### [Exercise description]
Start at the line below containing "c.font = font" and stop at the line containing "M1536 382 1561". Repeat every line of that stretch exactly, and nothing outside it.

Dataset entries
________________

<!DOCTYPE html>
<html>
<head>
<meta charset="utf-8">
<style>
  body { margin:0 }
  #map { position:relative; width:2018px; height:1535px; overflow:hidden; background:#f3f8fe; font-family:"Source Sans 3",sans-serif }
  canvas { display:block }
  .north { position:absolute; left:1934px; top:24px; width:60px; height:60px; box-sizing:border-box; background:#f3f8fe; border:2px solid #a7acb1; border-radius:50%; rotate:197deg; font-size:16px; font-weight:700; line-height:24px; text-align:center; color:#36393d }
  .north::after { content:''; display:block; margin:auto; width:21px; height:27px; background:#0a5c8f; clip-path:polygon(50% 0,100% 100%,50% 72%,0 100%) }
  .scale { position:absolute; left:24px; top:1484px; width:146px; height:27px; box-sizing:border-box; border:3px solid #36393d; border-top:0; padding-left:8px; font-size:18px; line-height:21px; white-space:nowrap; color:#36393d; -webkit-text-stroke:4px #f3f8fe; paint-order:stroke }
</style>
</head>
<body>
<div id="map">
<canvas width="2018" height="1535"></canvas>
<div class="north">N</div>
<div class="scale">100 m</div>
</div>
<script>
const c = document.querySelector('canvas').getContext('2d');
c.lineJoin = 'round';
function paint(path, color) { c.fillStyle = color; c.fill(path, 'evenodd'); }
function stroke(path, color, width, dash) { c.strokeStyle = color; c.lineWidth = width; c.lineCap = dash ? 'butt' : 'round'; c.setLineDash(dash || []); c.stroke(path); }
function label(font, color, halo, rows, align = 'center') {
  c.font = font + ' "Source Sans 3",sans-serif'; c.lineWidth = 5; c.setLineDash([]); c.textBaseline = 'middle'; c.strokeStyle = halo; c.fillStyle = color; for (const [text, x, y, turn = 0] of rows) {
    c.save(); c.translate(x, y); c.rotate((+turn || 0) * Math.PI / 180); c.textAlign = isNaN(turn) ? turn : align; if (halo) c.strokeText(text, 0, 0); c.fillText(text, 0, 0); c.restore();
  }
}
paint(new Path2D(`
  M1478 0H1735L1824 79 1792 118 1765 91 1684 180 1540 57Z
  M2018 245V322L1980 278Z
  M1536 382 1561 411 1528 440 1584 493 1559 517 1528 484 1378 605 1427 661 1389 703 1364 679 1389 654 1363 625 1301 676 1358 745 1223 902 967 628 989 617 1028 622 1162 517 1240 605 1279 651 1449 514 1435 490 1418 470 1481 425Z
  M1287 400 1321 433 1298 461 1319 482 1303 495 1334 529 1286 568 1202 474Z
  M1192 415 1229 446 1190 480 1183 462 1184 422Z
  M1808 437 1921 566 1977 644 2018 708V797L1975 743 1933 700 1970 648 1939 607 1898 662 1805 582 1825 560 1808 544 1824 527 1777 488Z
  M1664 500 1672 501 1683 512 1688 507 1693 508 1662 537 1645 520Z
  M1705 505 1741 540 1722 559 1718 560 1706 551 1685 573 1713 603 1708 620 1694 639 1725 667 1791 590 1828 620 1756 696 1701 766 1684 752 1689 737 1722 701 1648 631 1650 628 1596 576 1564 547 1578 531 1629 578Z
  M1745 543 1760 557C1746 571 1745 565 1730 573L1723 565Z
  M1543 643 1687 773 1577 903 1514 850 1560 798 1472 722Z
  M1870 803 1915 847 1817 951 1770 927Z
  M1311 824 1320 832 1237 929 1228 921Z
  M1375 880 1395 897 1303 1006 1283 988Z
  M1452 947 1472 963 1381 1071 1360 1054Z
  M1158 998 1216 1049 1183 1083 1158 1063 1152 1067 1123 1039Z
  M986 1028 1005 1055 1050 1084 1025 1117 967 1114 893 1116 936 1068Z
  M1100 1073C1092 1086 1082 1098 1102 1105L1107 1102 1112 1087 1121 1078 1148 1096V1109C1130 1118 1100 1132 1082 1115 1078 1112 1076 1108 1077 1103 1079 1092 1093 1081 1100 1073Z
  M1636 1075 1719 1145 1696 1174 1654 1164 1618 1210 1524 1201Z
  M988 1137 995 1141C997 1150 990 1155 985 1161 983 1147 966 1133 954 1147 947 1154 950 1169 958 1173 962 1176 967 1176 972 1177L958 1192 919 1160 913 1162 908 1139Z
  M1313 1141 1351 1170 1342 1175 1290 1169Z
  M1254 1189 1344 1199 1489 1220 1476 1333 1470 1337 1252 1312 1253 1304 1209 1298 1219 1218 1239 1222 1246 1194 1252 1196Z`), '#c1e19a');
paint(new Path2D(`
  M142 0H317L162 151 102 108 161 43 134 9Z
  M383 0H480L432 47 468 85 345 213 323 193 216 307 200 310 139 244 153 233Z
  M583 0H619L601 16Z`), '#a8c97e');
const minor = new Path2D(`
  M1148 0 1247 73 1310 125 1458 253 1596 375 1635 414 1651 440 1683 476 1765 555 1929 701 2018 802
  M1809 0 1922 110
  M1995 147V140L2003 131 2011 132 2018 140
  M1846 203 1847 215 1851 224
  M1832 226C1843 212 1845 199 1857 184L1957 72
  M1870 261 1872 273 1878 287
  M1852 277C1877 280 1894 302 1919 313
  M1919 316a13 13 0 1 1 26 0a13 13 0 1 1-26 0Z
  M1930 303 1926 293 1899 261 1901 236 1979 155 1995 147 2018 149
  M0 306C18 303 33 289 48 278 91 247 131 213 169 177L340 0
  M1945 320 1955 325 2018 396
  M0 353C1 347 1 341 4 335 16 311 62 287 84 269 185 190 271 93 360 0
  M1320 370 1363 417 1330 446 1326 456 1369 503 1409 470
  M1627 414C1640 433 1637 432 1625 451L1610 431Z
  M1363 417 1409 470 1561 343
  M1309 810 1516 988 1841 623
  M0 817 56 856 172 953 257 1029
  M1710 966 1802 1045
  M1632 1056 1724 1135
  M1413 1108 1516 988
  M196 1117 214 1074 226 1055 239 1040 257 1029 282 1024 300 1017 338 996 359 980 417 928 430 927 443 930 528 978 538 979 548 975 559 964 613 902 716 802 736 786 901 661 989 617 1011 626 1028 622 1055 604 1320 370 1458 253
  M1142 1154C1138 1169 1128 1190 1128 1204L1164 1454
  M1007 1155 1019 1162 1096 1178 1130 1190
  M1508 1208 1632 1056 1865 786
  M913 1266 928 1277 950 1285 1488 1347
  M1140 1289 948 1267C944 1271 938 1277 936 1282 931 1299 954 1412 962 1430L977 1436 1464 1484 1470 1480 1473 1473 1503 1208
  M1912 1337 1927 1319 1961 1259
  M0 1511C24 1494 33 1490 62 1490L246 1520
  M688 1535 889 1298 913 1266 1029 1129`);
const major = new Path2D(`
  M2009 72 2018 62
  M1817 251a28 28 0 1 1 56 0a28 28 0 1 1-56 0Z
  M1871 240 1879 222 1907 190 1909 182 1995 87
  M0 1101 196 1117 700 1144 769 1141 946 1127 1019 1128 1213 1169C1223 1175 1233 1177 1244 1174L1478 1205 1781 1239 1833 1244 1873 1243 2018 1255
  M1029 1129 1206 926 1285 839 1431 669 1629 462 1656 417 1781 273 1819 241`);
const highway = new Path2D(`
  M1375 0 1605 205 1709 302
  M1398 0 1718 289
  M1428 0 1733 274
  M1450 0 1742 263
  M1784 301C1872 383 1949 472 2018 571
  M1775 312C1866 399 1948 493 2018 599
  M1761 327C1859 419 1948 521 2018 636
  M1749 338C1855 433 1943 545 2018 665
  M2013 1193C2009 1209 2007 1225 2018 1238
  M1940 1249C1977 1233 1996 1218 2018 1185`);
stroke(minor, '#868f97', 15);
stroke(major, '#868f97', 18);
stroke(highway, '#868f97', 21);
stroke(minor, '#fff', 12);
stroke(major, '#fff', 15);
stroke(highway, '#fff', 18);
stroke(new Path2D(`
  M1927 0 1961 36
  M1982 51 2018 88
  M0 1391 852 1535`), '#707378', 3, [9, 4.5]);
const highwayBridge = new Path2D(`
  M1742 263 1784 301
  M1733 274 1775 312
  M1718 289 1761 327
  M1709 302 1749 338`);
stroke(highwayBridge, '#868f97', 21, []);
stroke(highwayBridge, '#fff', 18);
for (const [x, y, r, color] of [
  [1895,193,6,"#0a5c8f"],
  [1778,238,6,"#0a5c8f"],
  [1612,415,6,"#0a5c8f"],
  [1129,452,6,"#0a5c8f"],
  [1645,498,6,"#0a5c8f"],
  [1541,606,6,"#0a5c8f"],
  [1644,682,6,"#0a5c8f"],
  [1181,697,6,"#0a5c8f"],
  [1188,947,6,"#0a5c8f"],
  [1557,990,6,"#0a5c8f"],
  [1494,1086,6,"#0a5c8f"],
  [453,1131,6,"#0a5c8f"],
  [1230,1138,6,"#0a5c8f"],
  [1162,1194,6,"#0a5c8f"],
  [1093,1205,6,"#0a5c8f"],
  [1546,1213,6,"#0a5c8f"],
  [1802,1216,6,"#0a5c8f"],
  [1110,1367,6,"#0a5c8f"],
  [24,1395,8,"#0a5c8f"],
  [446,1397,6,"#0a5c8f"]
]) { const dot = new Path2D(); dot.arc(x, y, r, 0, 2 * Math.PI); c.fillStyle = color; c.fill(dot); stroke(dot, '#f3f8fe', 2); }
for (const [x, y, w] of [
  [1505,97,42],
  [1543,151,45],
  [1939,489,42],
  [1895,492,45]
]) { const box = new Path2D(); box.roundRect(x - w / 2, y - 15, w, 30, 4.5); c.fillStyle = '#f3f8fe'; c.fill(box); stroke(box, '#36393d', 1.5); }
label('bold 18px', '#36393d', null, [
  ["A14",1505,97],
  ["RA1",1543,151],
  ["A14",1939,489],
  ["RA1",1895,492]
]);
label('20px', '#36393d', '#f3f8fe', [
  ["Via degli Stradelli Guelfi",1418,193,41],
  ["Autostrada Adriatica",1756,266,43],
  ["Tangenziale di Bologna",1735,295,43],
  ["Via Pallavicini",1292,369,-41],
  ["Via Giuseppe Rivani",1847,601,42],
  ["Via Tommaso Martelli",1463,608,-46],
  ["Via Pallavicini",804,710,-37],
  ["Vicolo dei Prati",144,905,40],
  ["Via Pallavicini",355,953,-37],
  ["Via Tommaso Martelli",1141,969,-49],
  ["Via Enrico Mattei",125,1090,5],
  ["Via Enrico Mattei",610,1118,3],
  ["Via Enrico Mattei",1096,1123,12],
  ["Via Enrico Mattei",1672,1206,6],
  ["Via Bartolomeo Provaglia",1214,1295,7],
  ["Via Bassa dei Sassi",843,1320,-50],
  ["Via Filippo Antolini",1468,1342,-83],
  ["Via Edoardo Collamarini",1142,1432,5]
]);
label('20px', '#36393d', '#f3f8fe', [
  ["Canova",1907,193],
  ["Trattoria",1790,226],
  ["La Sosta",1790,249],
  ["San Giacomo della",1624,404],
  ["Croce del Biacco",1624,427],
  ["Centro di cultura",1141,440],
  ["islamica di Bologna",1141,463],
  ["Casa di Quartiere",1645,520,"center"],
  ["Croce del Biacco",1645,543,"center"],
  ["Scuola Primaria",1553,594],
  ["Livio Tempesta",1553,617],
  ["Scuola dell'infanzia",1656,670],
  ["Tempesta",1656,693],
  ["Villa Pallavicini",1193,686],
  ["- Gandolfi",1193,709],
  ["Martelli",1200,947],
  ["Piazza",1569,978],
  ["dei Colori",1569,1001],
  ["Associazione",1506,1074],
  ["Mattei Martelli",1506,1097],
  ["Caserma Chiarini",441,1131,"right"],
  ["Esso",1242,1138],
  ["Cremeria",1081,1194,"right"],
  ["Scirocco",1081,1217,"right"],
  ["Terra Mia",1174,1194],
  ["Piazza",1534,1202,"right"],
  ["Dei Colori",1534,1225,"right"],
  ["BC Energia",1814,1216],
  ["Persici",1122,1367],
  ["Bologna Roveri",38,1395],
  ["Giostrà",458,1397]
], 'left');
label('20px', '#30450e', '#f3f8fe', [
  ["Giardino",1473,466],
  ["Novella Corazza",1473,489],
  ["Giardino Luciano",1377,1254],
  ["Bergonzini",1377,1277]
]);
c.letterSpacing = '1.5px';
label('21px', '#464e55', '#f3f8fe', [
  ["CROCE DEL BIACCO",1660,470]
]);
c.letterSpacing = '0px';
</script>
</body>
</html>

________________

### [Output]
  c.font = font + ' "Source Sans 3",sans-serif'; c.lineWidth = 5; c.setLineDash([]); c.textBaseline = 'middle'; c.strokeStyle = halo; c.fillStyle = color; for (const [text, x, y, turn = 0] of rows) {
    c.save(); c.translate(x, y); c.rotate((+turn || 0) * Math.PI / 180); c.textAlign = isNaN(turn) ? turn : align; if (halo) c.strokeText(text, 0, 0); c.fillText(text, 0, 0); c.restore();
  }
}
paint(new Path2D(`
  M1478 0H1735L1824 79 1792 118 1765 91 1684 180 1540 57Z
  M2018 245V322L1980 278Z
  M1536 382 1561 411 1528 440 1584 493 1559 517 1528 484 1378 605 1427 661 1389 703 1364 679 1389 654 1363 625 1301 676 1358 745 1223 902 967 628 989 617 1028 622 1162 517 1240 605 1279 651 1449 514 1435 490 1418 470 1481 425Z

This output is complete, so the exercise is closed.